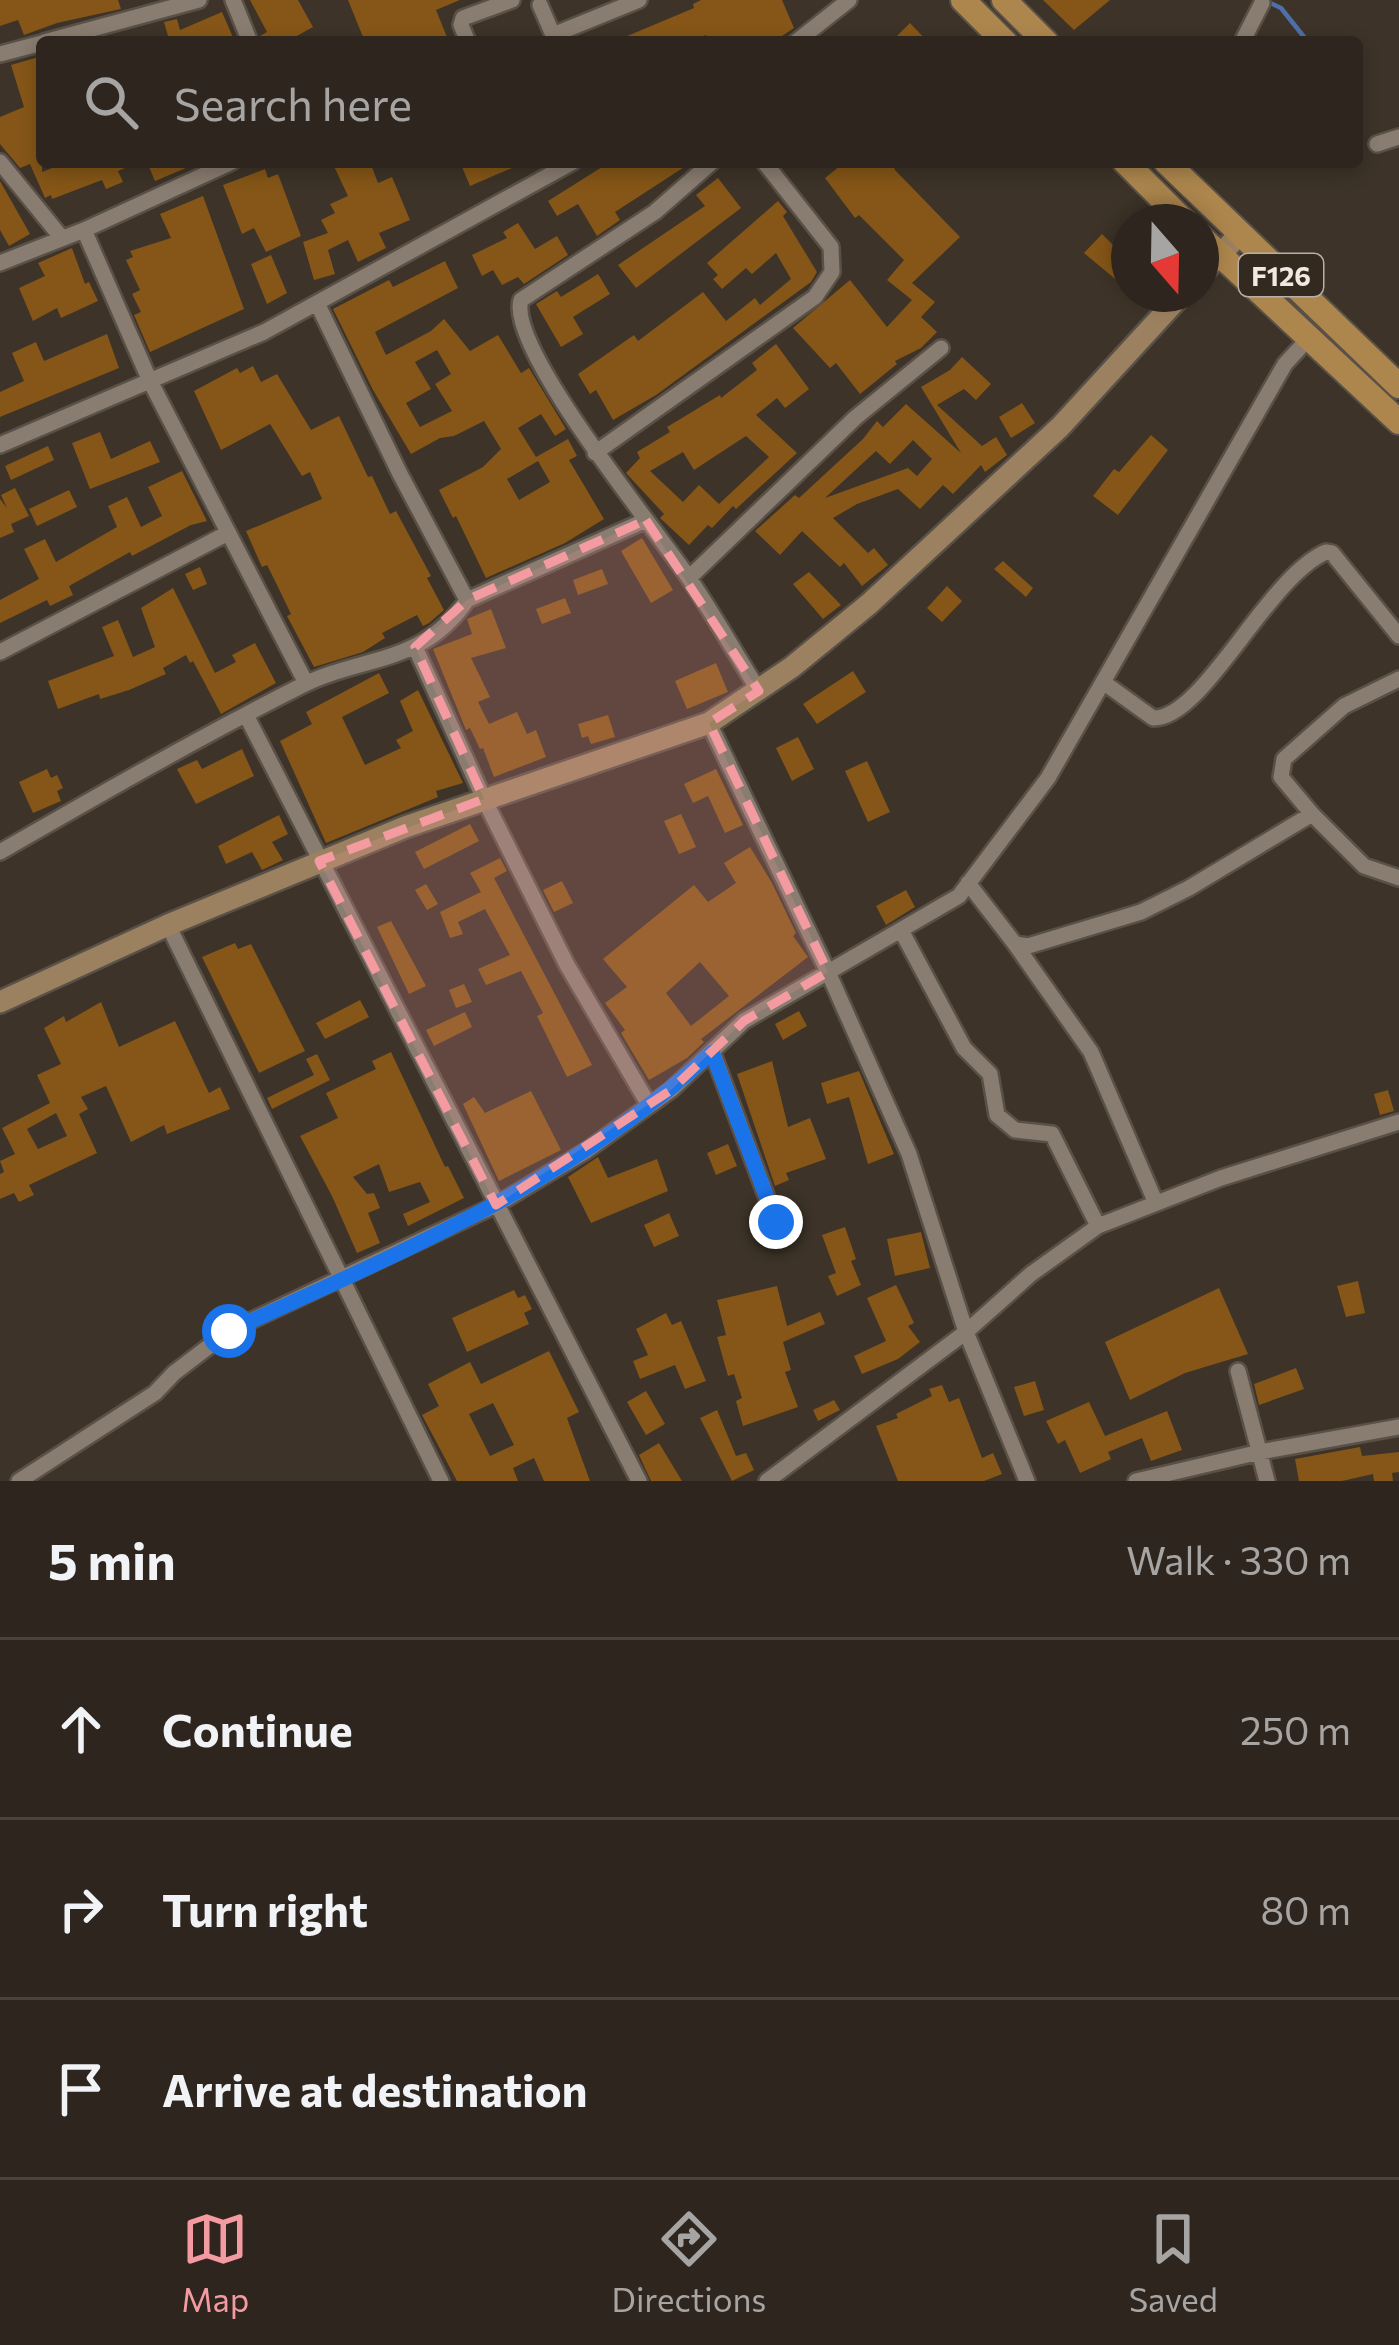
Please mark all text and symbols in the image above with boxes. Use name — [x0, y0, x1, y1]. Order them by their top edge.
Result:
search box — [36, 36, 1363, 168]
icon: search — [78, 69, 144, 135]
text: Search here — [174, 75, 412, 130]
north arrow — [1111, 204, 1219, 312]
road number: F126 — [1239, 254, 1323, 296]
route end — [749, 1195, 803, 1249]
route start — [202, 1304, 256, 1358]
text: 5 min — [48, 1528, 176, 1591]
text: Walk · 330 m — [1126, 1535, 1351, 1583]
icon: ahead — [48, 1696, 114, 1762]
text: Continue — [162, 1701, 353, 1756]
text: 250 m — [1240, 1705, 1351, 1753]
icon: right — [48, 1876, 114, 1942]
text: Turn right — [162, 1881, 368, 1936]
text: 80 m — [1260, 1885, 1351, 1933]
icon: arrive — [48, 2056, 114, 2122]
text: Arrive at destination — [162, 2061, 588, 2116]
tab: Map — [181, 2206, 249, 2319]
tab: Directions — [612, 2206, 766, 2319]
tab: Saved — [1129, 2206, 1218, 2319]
==================================================
#### [Your instructions]
Reproduce every entry exactly, but omit each picture.

#### [Task solution]
Please mark all text and symbols in the image above with boxes. Use name — [x0, y0, x1, y1]. Order them by their top edge.
Result:
search box — [36, 36, 1363, 168]
icon: search — [78, 69, 144, 135]
text: Search here — [174, 75, 412, 130]
north arrow — [1111, 204, 1219, 312]
road number: F126 — [1239, 254, 1323, 296]
route end — [749, 1195, 803, 1249]
route start — [202, 1304, 256, 1358]
text: 5 min — [48, 1528, 176, 1591]
text: Walk · 330 m — [1126, 1535, 1351, 1583]
icon: ahead — [48, 1696, 114, 1762]
text: Continue — [162, 1701, 353, 1756]
text: 250 m — [1240, 1705, 1351, 1753]
icon: right — [48, 1876, 114, 1942]
text: Turn right — [162, 1881, 368, 1936]
text: 80 m — [1260, 1885, 1351, 1933]
icon: arrive — [48, 2056, 114, 2122]
text: Arrive at destination — [162, 2061, 588, 2116]
tab: Map — [181, 2206, 249, 2319]
tab: Directions — [612, 2206, 766, 2319]
tab: Saved — [1129, 2206, 1218, 2319]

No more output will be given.